Des masques au bord des routes ?

Initialement programmée à partir du 28 juin, l’entame de la Grande Boucle a été repoussée à la fin de l’été par la crise sanitaire. Alors le Tour 2020, qui lui au moins a réussi à sauver sa peau quand d’autres grands rendez-vous se sont vus purement annulés, ne ressemblera pas aux précédents. Ça, c’est une certitude.

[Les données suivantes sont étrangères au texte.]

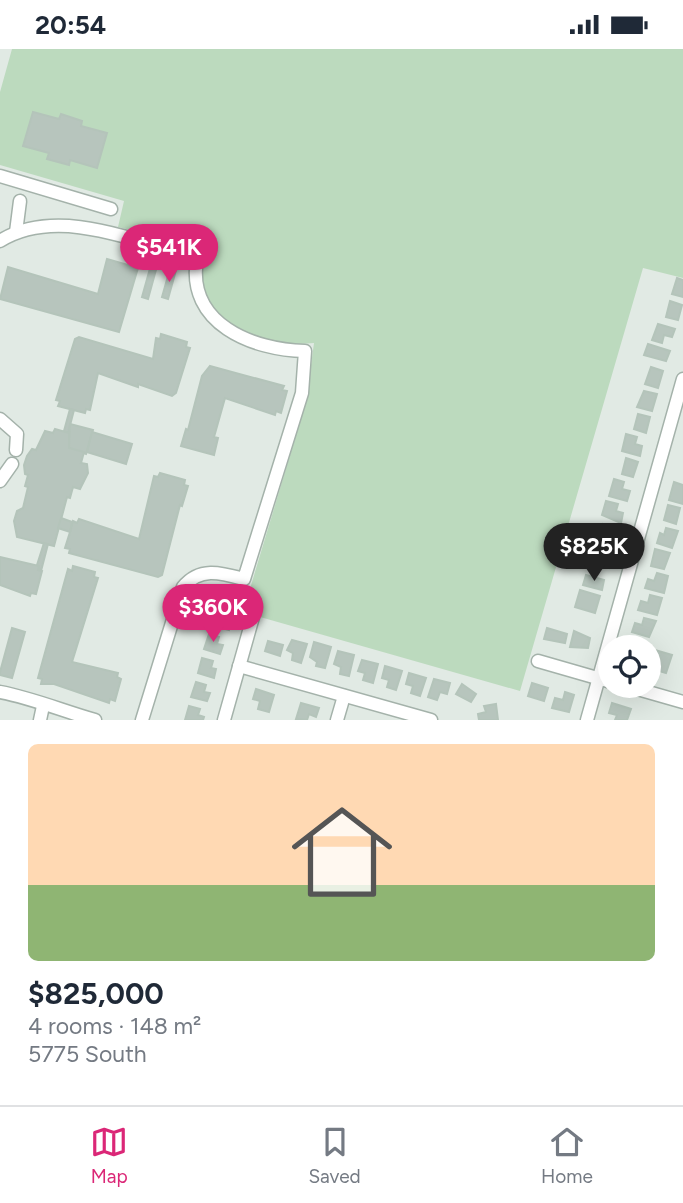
<!DOCTYPE html>
<meta charset="utf-8">
<style>
body{margin:0;font-family:Figtree,sans-serif;background:#f6f6f7;color:#1f2937;height:100vh;display:flex;flex-direction:column;font-size:26px;white-space:nowrap}
*{box-sizing:border-box;margin:0}
p{font-size:23px;color:#747a83}
.icon{flex:none;width:38px;height:38px;fill:none;stroke:currentColor;stroke-width:2;stroke-linecap:round;stroke-linejoin:round}
.map{position:relative;height:671px;overflow:hidden}
.sheet{display:flex;flex-direction:column;background:#fff;flex:1}
.sheet>*{flex:none}
.fabs{position:absolute;left:598px;top:586px;display:grid;gap:14px}
.fabs a{display:grid;place-items:center;width:63px;height:63px;border-radius:50%;background:#fff;box-shadow:0 7px 28px #0002;font-size:35px}
.price{position:absolute;translate:-50% -60px;padding:0 16px;border-radius:24px;background:#db2777;color:#fff;font-size:23px;line-height:46px;filter:drop-shadow(0 2px 4px #0008)}
.price::after{content:'';position:absolute;left:50%;top:42px;width:21px;height:16px;margin-left:-10px;background:inherit;clip-path:polygon(0 0,100% 0,50% 100%)}
.price.selected{background:#222;color:#fff}
ul{padding:0;list-style:none}
li{display:grid;align-content:center;gap:14px;height:371px;padding:0 28px}
li span{display:grid;place-items:center;height:217px;border-radius:10px;color:#555}
li>.icon{margin-inline-start:auto}
span .icon{width:126px;height:126px;fill:#fffc;stroke-width:1}
li b{font-size:30px}
.status{display:flex;justify-content:space-between;align-items:center;height:49px;padding:0 35px;background:#fff;direction:ltr}
.status svg{height:19px;fill:currentColor}
.tabs{display:flex;justify-content:space-around;align-items:center;height:98px;border-top:2px solid #e0e1e3;background:#fff;font-size:19px;color:#747a83}
.tabs a{display:grid;justify-items:center;gap:4px}
.tabs .selected{color:#db2777}
.map>svg:first-child{display:block}
.green{fill:#bcdabe}
.building{fill:#b7c5bd;stroke:#b4c4ba;stroke-width:2}
.lines{fill:none;stroke-linecap:round;stroke-linejoin:round}
.minor-casing{stroke:#a4b2aa;stroke-width:15}
.minor{stroke:#fff;stroke-width:12}
</style>
<div class="status"><b>20:54</b><svg viewBox="0 0 49 12"><path d="M0 12V9h3v3zM5 12V6h3v6zM10 12V3h3v9zM15 12V0h3v12zM26 1h20v11H26zM47 4h2v5h-2z"/></svg></div>
<div class="map">
<svg width="683" height="671" viewBox="0 0 683 671">
<rect width="100%" height="100%" fill="#e1eae4"/>
<path class="green" d="M12,0H683V229L643,219L520,642L243,563L306,353L314,294C262,300 190,271 203,208L193,196L118,178L124,152L0,116V43Z"/>
<g class="building">
<polygon points="33,63 59,70 61,65 82,72 81,77 107,84 97,119 70,111 69,116 47,110 49,104 23,97"/>
<polygon points="107,210 138,219 119,283 0,250 8,218 98,245"/>
<polygon points="151,216 157,217 148,250 142,248"/>
<polygon points="170,220 176,221 168,250 162,248"/>
<polygon points="677,229 683,231 683,248 672,245"/>
<polygon points="670,252 682,256 678,271 666,268"/>
<polygon points="658,275 675,280 672,288 664,286 662,294 652,291"/>
<polygon points="161,285 187,293 186,298 190,299 176,344 172,347 138,335 138,338 98,324 90,361 86,360 85,364 58,357 60,352 56,351 75,290 79,288 153,310 156,289 160,290"/>
<polygon points="648,295 670,302 666,312 644,306"/>
<polygon points="210,317 284,337 282,341 287,342 281,364 276,362 275,366 225,349 214,388 218,389 214,406 181,397 186,380 188,381 202,327"/>
<polygon points="651,318 663,322 658,339 645,335"/>
<polygon points="644,342 657,345 652,362 637,358"/>
<polygon points="70,360 74,361 68,384 64,382"/>
<polygon points="638,365 650,368 646,384 634,380"/>
<polygon points="70,375 93,381 86,405 69,399"/>
<polygon points="55,380 69,384 69,399 84,403 81,414 87,415 88,424 80,440 73,438 70,449 67,448 54,497 17,488 14,472 17,462 23,459 28,438 25,437 28,426 25,425 24,416 27,407 32,400 36,401 45,382 53,384"/>
<polygon points="92,383 132,395 126,415 87,403"/>
<polygon points="626,385 637,388 635,395 642,397 640,407 622,402"/>
<polygon points="626,409 638,413 633,428 622,425"/>
<polygon points="160,424 185,431 184,436 188,437 182,457 180,456 162,526 158,528 69,504 70,500 65,499 70,483 73,472 77,474 79,470 139,490 154,427 158,428"/>
<polygon points="614,430 624,433 622,440 630,442 627,452 609,447"/>
<polygon points="674,433 683,436 683,455 669,451"/>
<polygon points="606,452 618,455 616,462 623,464 621,474 602,466"/>
<polygon points="668,456 680,459 676,475 664,471"/>
<polygon points="61,469 72,473 70,483 58,479"/>
<polygon points="603,475 615,478 612,495 599,492"/>
<polygon points="666,479 678,482 672,499 657,494 660,484 664,486"/>
<polygon points="44,494 48,495 41,522 37,516"/>
<polygon points="595,495 613,502 609,519 595,515 597,507 592,504"/>
<polygon points="655,500 670,504 664,520 651,517"/>
<polygon points="0,508 39,517 38,521 42,522 36,545 31,544 30,547 0,536"/>
<polygon points="73,517 95,523 94,528 98,529 72,613 118,624 117,628 121,630 115,652 110,650 109,654 54,635 41,635 42,630 38,629 68,520 72,522"/>
<polygon points="657,524 668,527 664,544 645,539 648,530 654,532"/>
<polygon points="586,526 604,531 602,541 583,536"/>
<polygon points="216,540 230,544 227,554 214,550"/>
<polygon points="580,541 600,547 595,564 575,558"/>
<polygon points="650,546 662,549 657,566 638,561 641,552 648,554"/>
<polygon points="222,563 233,566 229,581 218,578"/>
<polygon points="644,569 656,572 649,588 632,583 635,574 642,576"/>
<polygon points="12,579 25,583 12,629 0,626 0,623"/>
<polygon points="547,579 567,585 565,594 544,590"/>
<polygon points="574,582 590,589 588,599 570,598"/>
<polygon points="209,585 219,588 217,595 223,596 220,605 204,600"/>
<polygon points="292,591 307,595 301,614 292,611 293,604 287,601"/>
<polygon points="268,592 283,596 280,607 265,602"/>
<polygon points="314,593 331,598 325,619 316,617 317,613 310,608"/>
<polygon points="655,601 672,606 666,624 656,621 658,615 651,613"/>
<polygon points="338,602 354,606 349,627 340,625 341,618 334,615"/>
<polygon points="202,609 213,612 211,619 216,620 214,629 198,624"/>
<polygon points="362,611 378,615 373,634 363,631 365,624 358,622"/>
<polygon points="385,617 402,622 396,641 387,638 389,631 382,629"/>
<polygon points="409,624 426,629 420,647 411,644 413,637 406,635"/>
<polygon points="434,630 450,634 447,645 440,643 437,651 428,648"/>
<polygon points="196,633 206,636 204,643 210,644 207,652 191,648"/>
<polygon points="532,634 548,639 544,652 528,647"/>
<polygon points="462,635 476,645 471,653 456,645"/>
<polygon points="256,640 274,646 269,663 258,660 260,652 253,650"/>
<polygon points="565,643 574,646 569,663 552,659 555,649 563,651"/>
<polygon points="301,654 319,659 316,668 309,665 307,671 296,670"/>
<polygon points="612,654 631,660 627,671 615,671 617,666 609,664"/>
<polygon points="496,655 498,671 479,671 478,665 486,663 484,657"/>
<polygon points="189,657 200,660 198,666 204,668 203,671 185,671"/>
</g>
<g class="lines">
<defs>
<g id="minor">
<polyline points="0,127 111,160"/>
<polyline points="16,183 20,152"/>
<path d="M0,192C58,156 137,193 197,210C186,275 253,301 305,302L302,344L244,530C222,524 200,517 183,538L142,671"/>
<polyline points="0,370 17,385 16,401"/>
<polyline points="0,432 12,415"/>
<polyline points="538,612 611,633"/>
<polyline points="239,617 431,671"/>
<polyline points="627,637 683,653"/>
<path d="M0,643C32,649 63,662 95,671"/>
<polyline points="40,671 43,657"/>
<polyline points="224,671 253,568"/>
<polyline points="337,671 344,647"/>
<polyline points="587,671 683,330"/>
</g>
</defs>
<use href="#minor" class="minor-casing"/>
<use href="#minor" class="minor"/>
</g>
</svg>
<div class="fabs">
<a><svg class="icon" aria-label="locate" viewBox="0 0 24 24"><circle cx="12" cy="12" r="6"/><path d="M12 2v4M12 18v4M2 12h4M18 12h4"/></svg></a>
</div>
<b class="price" style="left:169px;top:235px">$541K</b>
<b class="price selected" style="left:594px;top:534px">$825K</b>
<b class="price" style="left:213px;top:595px">$360K</b>
</div>
<section class="sheet">
<ul>
<li><span style="background:linear-gradient(#ffd9b3 65%,#8fb573 0)"><svg class="icon" aria-label="home" viewBox="0 0 24 24"><path d="M3 11l9-7 9 7M6 9v11h12V9"/></svg></span><div><b>$825,000</b><p>4 rooms · 148 m²</p><p>5775 South</p></div></li>
</ul>
</section>
<nav class="tabs">
<a class="selected"><svg class="icon" aria-label="map" viewBox="0 0 24 24"><path d="M3 6l6-2 6 2 6-2v14l-6 2-6-2-6 2zM9 4v14M15 6v14"/></svg>Map</a>
<a><svg class="icon" aria-label="saved" viewBox="0 0 24 24"><path d="M7 4h10v16l-5-4-5 4z"/></svg>Saved</a>
<a><svg class="icon" aria-label="home" viewBox="0 0 24 24"><path d="M3 11l9-7 9 7M6 9v11h12V9"/></svg>Home</a>
</nav>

Christian Estrosi et Christian Prudhommes ont présenté le 19 août les mesures sanitaires mises en place pour le départ DR Ville de Nice

"Les coureurs feront bonjour de loin et voilà, ce n’est pas pour ça qu’ils ne seront pas sympas. Finalement, ce sera comme Wimbledon ou la finale de la Ligue des champions, Federer et Messi ne vous donnent pas d’autographe le matin", déclarait récemment Christian Prudhomme, en indiquant qu’une bulle sanitaire entourerait les coureurs. Le patron d’ASO, la société organisatrice de l’épreuve, prévenait ainsi les fans que la proximité populaire
habituelle ne serait pas de mise cet été, alors que des jauges seront imposées sur les aires des départs et des arrivées des étapes, mais aussi au sommet des cols, généralement assaillis par des foules déchaînées. Si le port du masque est tendance dans les espaces publics de nombreuses villes en ce moment, il pourrait l’être aussi sur le bord des routes françaises. C’est en tout cas le vœu de
Christian Prudhomme, qui appelle les spectateurs du Tour à cette précaution.
Pas certain, dans ce contexte, que les 12 millions de personnes qui s’amassent d’ordinaire le long du parcours soient fidèles à la course. D’autant que les nouvelles dates, qui s’étirent bien au-delà de la rentrée scolaire, devraient avoir des conséquences sur la fréquentation.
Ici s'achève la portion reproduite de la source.